## Directions:
Scan the entries below for "Simerville" and copy each line that holds it.

## Records for processing:
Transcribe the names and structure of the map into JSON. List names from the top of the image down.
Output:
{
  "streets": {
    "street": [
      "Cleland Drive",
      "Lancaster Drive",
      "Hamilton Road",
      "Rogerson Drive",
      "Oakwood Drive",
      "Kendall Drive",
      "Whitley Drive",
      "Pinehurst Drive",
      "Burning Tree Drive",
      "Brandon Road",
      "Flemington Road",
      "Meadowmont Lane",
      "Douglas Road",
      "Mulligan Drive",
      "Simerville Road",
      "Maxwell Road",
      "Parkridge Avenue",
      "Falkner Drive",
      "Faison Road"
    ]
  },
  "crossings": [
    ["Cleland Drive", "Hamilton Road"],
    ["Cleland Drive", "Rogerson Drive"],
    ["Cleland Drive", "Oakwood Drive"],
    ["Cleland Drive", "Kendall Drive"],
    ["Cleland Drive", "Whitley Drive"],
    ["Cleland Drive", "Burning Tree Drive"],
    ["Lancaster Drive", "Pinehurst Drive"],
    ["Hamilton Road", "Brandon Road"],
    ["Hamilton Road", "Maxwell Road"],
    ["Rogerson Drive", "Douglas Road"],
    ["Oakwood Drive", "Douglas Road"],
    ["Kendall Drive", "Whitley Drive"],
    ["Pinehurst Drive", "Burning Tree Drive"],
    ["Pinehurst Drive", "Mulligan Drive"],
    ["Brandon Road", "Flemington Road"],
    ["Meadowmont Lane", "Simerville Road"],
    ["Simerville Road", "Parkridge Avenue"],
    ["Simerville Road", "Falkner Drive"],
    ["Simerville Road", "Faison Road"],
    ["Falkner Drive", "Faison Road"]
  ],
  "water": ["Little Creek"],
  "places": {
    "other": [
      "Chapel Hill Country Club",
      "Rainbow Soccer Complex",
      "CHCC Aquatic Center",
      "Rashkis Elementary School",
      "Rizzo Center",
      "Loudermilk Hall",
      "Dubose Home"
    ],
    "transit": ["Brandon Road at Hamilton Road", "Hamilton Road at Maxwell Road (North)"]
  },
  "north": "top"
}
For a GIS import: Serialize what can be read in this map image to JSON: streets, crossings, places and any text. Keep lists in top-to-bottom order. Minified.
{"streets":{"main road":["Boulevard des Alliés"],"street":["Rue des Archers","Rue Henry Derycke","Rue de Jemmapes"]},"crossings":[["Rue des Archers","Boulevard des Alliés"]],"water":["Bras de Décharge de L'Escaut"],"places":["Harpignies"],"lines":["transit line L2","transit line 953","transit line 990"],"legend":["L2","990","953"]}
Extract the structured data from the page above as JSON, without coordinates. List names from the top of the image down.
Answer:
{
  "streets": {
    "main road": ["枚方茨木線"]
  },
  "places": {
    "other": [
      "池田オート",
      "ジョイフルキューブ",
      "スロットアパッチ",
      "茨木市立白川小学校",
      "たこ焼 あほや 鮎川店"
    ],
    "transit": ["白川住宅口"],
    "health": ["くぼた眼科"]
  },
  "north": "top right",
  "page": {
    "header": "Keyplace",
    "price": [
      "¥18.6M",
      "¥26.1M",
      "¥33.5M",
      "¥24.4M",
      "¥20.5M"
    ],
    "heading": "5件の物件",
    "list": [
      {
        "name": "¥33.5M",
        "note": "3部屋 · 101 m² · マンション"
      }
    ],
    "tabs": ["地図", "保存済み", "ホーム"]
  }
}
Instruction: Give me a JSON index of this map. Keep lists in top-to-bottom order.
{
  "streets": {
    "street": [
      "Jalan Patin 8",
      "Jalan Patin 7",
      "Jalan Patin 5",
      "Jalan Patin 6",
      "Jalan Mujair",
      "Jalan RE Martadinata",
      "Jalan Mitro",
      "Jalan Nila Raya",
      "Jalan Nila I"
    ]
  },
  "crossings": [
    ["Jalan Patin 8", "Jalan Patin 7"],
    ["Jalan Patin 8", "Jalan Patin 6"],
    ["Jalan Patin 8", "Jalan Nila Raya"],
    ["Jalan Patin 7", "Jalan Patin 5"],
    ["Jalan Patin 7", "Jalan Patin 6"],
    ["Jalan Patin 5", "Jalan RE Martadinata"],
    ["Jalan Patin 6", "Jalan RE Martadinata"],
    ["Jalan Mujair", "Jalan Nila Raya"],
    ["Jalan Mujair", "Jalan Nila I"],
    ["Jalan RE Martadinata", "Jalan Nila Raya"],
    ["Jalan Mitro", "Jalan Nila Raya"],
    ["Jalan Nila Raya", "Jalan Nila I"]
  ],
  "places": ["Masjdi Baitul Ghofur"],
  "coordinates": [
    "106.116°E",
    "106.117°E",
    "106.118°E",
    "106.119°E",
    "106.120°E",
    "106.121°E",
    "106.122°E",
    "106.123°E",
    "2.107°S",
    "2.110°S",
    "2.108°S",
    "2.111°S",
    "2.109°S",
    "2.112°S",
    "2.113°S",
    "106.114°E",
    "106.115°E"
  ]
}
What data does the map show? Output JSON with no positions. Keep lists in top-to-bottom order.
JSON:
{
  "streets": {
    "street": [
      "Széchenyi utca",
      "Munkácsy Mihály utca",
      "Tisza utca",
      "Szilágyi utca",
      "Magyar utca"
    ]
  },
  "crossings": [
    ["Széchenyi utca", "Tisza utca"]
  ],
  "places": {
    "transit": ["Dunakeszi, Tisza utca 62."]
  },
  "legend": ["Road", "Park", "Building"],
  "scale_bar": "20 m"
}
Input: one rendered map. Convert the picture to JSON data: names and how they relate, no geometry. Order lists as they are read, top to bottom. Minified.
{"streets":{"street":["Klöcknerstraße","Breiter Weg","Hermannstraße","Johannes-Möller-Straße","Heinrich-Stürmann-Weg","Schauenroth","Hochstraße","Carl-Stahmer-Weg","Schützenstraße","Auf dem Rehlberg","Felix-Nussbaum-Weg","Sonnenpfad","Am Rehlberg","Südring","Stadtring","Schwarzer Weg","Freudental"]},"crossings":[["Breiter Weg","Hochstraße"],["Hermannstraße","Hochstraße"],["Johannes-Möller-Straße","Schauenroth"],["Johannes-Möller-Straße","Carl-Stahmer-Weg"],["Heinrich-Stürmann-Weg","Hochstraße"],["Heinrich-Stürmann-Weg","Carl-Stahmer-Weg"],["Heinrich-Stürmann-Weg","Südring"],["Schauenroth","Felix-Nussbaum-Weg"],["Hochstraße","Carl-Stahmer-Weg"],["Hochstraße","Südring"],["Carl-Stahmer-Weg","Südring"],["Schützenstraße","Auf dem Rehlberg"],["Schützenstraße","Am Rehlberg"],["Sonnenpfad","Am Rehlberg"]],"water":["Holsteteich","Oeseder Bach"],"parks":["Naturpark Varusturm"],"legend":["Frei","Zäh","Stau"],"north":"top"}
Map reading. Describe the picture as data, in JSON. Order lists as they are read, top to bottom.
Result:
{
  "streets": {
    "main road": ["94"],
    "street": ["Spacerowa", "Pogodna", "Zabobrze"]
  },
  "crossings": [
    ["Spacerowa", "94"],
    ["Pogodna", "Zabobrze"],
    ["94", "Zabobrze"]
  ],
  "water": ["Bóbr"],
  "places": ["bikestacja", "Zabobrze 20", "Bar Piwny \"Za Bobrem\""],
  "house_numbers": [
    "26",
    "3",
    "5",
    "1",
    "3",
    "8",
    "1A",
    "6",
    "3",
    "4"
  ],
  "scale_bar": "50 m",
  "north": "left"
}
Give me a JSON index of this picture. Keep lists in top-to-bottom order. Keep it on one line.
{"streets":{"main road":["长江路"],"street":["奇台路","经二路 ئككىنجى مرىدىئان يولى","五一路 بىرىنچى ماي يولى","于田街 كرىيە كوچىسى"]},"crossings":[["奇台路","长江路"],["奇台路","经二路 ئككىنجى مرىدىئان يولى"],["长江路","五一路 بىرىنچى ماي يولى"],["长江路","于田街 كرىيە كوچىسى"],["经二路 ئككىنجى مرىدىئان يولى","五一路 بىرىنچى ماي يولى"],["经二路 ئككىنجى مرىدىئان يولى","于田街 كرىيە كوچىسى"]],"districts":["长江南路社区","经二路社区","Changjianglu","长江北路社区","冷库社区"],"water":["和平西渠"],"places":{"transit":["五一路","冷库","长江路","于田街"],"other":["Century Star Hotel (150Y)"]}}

## Solution to this task:
      "Simerville Road",
    ["Meadowmont Lane", "Simerville Road"],
    ["Simerville Road", "Parkridge Avenue"],
    ["Simerville Road", "Falkner Drive"],
    ["Simerville Road", "Faison Road"],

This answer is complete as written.